▶ _DATASET EXTRACT_:

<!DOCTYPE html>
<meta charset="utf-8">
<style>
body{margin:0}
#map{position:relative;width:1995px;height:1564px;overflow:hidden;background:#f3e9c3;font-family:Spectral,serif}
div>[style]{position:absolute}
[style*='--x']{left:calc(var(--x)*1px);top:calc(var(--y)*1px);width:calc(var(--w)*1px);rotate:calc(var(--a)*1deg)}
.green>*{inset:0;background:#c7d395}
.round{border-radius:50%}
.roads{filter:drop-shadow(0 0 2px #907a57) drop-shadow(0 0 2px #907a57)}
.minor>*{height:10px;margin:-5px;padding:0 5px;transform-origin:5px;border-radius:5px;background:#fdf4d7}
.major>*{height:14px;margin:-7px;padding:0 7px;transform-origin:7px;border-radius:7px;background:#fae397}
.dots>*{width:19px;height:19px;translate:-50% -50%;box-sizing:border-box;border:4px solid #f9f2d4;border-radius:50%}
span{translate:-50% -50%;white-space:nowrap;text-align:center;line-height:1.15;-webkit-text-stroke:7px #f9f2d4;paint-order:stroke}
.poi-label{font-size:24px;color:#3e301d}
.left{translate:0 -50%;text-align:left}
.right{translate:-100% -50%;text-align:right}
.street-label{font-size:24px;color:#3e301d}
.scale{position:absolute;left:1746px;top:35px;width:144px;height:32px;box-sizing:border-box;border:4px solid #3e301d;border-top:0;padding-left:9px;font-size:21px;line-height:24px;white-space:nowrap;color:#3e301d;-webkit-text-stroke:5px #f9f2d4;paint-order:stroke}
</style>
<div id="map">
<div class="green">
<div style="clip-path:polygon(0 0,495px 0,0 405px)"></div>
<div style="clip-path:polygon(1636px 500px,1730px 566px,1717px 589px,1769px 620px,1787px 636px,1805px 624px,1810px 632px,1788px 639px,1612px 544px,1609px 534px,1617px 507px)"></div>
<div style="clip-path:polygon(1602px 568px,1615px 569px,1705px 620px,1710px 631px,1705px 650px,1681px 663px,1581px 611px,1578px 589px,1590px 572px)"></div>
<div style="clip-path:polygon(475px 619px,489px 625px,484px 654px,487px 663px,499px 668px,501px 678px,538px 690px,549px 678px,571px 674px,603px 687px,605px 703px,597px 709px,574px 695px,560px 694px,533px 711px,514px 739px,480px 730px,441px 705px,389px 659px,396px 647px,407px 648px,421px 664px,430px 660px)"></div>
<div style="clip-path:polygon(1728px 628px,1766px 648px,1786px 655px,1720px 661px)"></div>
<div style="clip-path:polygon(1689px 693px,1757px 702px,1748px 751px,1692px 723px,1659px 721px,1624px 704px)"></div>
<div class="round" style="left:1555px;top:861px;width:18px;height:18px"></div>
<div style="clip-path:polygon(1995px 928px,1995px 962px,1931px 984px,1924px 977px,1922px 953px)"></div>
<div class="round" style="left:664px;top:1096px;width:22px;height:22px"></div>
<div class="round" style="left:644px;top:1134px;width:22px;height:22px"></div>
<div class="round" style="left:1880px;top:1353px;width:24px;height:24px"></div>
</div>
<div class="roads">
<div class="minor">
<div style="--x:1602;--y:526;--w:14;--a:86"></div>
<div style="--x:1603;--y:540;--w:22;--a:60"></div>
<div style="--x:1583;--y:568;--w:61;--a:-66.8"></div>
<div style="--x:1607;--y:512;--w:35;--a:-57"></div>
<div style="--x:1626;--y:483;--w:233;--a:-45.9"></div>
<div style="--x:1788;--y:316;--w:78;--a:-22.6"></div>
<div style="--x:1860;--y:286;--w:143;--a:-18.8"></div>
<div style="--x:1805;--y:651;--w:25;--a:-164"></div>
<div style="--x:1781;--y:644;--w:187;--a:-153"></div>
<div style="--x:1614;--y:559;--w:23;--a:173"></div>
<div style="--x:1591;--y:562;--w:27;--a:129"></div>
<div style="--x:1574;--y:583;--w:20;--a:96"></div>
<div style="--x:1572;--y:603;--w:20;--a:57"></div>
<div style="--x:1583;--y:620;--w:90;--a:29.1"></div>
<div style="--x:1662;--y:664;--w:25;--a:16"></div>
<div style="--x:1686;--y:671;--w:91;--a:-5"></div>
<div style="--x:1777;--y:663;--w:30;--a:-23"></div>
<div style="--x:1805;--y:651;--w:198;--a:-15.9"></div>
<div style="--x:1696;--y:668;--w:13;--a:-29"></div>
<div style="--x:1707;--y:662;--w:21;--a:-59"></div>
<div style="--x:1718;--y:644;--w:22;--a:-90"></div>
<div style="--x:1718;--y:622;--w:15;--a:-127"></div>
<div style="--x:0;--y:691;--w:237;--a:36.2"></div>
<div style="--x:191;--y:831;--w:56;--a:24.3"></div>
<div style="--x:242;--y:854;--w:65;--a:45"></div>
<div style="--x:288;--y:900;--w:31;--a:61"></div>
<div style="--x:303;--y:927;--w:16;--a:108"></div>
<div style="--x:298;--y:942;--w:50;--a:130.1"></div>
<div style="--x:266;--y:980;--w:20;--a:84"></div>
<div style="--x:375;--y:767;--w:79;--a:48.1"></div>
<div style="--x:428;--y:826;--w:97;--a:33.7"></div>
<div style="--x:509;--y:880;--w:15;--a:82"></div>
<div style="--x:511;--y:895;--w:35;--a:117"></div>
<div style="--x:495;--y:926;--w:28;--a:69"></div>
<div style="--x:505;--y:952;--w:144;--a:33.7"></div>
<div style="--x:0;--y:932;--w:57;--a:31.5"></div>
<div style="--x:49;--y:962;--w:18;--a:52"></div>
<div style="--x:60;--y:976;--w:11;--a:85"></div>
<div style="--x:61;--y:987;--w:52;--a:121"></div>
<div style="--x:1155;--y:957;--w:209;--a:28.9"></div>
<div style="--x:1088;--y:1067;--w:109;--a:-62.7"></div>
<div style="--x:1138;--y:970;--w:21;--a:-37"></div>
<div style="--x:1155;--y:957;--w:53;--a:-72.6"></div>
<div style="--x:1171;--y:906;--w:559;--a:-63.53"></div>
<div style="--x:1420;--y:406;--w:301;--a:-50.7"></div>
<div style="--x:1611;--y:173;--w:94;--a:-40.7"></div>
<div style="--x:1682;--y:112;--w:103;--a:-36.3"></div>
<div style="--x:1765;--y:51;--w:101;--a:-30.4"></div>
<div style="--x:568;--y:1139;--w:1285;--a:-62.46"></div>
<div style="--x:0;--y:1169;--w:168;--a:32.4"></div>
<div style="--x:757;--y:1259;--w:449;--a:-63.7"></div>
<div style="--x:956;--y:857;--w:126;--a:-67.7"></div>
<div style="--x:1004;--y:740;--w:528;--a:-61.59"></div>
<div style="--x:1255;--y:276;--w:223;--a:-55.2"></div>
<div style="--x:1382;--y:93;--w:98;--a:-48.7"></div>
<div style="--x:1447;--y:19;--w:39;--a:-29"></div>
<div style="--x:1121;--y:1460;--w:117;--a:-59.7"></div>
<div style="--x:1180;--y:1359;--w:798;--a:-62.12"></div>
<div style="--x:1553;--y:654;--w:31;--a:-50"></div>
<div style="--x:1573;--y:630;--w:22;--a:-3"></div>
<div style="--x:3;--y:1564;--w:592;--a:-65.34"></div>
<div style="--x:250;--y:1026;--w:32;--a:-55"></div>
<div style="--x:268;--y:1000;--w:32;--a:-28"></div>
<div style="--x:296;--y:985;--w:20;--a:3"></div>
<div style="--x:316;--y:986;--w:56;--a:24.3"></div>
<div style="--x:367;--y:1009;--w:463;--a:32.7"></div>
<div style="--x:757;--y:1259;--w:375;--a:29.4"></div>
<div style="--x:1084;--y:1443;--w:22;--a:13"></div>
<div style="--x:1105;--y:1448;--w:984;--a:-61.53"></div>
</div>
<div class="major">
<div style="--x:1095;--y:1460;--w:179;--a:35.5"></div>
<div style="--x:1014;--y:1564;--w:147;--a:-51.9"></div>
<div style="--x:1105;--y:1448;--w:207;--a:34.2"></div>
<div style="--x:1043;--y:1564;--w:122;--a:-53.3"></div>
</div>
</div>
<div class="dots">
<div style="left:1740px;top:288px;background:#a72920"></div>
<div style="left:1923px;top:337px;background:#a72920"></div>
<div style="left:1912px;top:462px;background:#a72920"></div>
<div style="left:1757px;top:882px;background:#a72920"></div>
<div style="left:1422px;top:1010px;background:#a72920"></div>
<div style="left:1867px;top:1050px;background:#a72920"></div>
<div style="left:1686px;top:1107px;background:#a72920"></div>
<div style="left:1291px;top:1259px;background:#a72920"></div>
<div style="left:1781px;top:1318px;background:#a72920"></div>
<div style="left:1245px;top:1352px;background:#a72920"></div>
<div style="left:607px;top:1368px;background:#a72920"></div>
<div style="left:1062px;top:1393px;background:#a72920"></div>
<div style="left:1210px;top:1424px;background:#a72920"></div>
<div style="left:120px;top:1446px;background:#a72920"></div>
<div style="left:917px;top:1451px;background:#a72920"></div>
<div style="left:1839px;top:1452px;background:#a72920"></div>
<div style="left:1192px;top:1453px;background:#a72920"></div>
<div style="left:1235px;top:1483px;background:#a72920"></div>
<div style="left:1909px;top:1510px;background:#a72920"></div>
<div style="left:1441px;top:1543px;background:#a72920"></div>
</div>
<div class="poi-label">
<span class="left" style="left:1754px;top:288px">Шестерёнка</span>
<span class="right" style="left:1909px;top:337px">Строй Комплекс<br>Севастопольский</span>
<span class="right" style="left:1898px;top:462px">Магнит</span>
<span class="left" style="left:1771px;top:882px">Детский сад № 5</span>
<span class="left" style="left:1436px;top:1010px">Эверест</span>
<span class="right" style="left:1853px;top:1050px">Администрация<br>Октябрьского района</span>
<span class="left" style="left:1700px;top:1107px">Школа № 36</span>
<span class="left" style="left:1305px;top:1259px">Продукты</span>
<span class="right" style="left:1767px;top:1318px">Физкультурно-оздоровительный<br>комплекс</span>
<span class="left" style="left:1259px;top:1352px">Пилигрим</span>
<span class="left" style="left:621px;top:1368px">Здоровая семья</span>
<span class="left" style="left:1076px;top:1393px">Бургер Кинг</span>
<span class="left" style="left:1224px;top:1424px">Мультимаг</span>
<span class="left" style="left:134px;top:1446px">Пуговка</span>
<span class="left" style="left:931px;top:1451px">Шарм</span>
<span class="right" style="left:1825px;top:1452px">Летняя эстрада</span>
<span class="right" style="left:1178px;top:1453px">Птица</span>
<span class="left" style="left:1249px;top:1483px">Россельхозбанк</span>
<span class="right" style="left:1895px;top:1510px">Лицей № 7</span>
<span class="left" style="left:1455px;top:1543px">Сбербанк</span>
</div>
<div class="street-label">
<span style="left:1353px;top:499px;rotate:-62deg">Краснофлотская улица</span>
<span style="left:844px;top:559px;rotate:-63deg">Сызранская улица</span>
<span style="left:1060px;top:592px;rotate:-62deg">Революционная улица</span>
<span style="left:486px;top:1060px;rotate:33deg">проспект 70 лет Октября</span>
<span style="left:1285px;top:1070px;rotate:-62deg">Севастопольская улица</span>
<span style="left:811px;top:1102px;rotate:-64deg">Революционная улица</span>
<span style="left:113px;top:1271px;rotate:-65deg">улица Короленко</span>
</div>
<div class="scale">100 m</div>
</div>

▶ _ACTIVITY_:
Set down, exactly as written, each line of the data from its opening line through the one containing "2px #907a57) drop-shadow(0". Output nothing more.

▶ _EXERCISE OUTPUT_:
<!DOCTYPE html>
<meta charset="utf-8">
<style>
body{margin:0}
#map{position:relative;width:1995px;height:1564px;overflow:hidden;background:#f3e9c3;font-family:Spectral,serif}
div>[style]{position:absolute}
[style*='--x']{left:calc(var(--x)*1px);top:calc(var(--y)*1px);width:calc(var(--w)*1px);rotate:calc(var(--a)*1deg)}
.green>*{inset:0;background:#c7d395}
.round{border-radius:50%}
.roads{filter:drop-shadow(0 0 2px #907a57) drop-shadow(0 0 2px #907a57)}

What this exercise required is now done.